→ Work to be completed
This exercise calls for the records to be repeated in full, exactly as written.

→ Dataset content

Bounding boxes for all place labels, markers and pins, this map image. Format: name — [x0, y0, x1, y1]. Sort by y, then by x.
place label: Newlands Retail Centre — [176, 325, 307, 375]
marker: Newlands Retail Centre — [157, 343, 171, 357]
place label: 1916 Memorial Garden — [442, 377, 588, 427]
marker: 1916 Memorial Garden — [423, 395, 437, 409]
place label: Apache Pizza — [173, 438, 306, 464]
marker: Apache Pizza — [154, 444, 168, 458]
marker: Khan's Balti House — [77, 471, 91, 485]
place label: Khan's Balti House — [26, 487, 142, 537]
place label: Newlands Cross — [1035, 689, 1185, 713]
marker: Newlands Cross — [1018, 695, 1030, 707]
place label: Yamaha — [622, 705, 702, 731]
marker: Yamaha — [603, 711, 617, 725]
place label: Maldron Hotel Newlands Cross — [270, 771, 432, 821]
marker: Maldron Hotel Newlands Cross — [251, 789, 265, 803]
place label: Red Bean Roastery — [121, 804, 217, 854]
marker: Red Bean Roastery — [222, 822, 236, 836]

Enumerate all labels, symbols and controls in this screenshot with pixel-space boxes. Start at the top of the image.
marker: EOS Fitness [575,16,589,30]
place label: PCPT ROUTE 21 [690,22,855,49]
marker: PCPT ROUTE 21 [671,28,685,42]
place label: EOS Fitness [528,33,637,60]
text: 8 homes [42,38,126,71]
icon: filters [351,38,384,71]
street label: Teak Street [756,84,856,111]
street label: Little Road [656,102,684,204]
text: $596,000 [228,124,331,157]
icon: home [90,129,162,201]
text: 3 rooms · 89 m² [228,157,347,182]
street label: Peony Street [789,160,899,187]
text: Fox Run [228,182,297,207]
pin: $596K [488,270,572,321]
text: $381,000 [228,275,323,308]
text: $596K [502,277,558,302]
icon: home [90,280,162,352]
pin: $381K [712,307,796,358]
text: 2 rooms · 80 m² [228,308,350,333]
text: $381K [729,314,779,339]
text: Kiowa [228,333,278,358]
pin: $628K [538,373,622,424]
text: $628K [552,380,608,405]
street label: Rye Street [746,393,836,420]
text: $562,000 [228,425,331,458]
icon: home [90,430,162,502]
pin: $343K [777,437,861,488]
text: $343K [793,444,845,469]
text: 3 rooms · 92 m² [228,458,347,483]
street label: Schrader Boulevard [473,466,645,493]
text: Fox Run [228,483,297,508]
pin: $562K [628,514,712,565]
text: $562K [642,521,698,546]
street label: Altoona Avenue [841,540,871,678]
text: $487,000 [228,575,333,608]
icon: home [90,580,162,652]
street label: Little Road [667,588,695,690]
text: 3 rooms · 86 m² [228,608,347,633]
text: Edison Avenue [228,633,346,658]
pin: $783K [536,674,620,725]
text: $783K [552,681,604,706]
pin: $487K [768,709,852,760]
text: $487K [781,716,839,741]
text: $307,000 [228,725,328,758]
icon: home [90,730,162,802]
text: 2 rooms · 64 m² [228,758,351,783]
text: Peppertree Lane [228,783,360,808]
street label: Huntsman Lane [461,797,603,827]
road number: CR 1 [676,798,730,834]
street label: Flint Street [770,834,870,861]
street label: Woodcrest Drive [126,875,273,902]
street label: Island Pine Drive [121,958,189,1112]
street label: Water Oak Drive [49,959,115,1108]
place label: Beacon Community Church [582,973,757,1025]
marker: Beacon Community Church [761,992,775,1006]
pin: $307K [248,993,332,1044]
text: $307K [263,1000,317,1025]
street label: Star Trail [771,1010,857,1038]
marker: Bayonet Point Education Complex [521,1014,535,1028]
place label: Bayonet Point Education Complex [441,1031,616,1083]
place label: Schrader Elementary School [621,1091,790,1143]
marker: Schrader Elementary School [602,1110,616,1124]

→ Solution below
Bounding boxes for all place labels, markers and pins, this map image. Format: name — [x0, y0, x1, y1]. Sort by y, then by x.
place label: Newlands Retail Centre — [176, 325, 307, 375]
marker: Newlands Retail Centre — [157, 343, 171, 357]
place label: 1916 Memorial Garden — [442, 377, 588, 427]
marker: 1916 Memorial Garden — [423, 395, 437, 409]
place label: Apache Pizza — [173, 438, 306, 464]
marker: Apache Pizza — [154, 444, 168, 458]
marker: Khan's Balti House — [77, 471, 91, 485]
place label: Khan's Balti House — [26, 487, 142, 537]
place label: Newlands Cross — [1035, 689, 1185, 713]
marker: Newlands Cross — [1018, 695, 1030, 707]
place label: Yamaha — [622, 705, 702, 731]
marker: Yamaha — [603, 711, 617, 725]
place label: Maldron Hotel Newlands Cross — [270, 771, 432, 821]
marker: Maldron Hotel Newlands Cross — [251, 789, 265, 803]
place label: Red Bean Roastery — [121, 804, 217, 854]
marker: Red Bean Roastery — [222, 822, 236, 836]

Enumerate all labels, symbols and controls in this screenshot with pixel-space boxes. Start at the top of the image.
marker: EOS Fitness [575,16,589,30]
place label: PCPT ROUTE 21 [690,22,855,49]
marker: PCPT ROUTE 21 [671,28,685,42]
place label: EOS Fitness [528,33,637,60]
text: 8 homes [42,38,126,71]
icon: filters [351,38,384,71]
street label: Teak Street [756,84,856,111]
street label: Little Road [656,102,684,204]
text: $596,000 [228,124,331,157]
icon: home [90,129,162,201]
text: 3 rooms · 89 m² [228,157,347,182]
street label: Peony Street [789,160,899,187]
text: Fox Run [228,182,297,207]
pin: $596K [488,270,572,321]
text: $381,000 [228,275,323,308]
text: $596K [502,277,558,302]
icon: home [90,280,162,352]
pin: $381K [712,307,796,358]
text: 2 rooms · 80 m² [228,308,350,333]
text: $381K [729,314,779,339]
text: Kiowa [228,333,278,358]
pin: $628K [538,373,622,424]
text: $628K [552,380,608,405]
street label: Rye Street [746,393,836,420]
text: $562,000 [228,425,331,458]
icon: home [90,430,162,502]
pin: $343K [777,437,861,488]
text: $343K [793,444,845,469]
text: 3 rooms · 92 m² [228,458,347,483]
street label: Schrader Boulevard [473,466,645,493]
text: Fox Run [228,483,297,508]
pin: $562K [628,514,712,565]
text: $562K [642,521,698,546]
street label: Altoona Avenue [841,540,871,678]
text: $487,000 [228,575,333,608]
icon: home [90,580,162,652]
street label: Little Road [667,588,695,690]
text: 3 rooms · 86 m² [228,608,347,633]
text: Edison Avenue [228,633,346,658]
pin: $783K [536,674,620,725]
text: $783K [552,681,604,706]
pin: $487K [768,709,852,760]
text: $487K [781,716,839,741]
text: $307,000 [228,725,328,758]
icon: home [90,730,162,802]
text: 2 rooms · 64 m² [228,758,351,783]
text: Peppertree Lane [228,783,360,808]
street label: Huntsman Lane [461,797,603,827]
road number: CR 1 [676,798,730,834]
street label: Flint Street [770,834,870,861]
street label: Woodcrest Drive [126,875,273,902]
street label: Island Pine Drive [121,958,189,1112]
street label: Water Oak Drive [49,959,115,1108]
place label: Beacon Community Church [582,973,757,1025]
marker: Beacon Community Church [761,992,775,1006]
pin: $307K [248,993,332,1044]
text: $307K [263,1000,317,1025]
street label: Star Trail [771,1010,857,1038]
marker: Bayonet Point Education Complex [521,1014,535,1028]
place label: Bayonet Point Education Complex [441,1031,616,1083]
place label: Schrader Elementary School [621,1091,790,1143]
marker: Schrader Elementary School [602,1110,616,1124]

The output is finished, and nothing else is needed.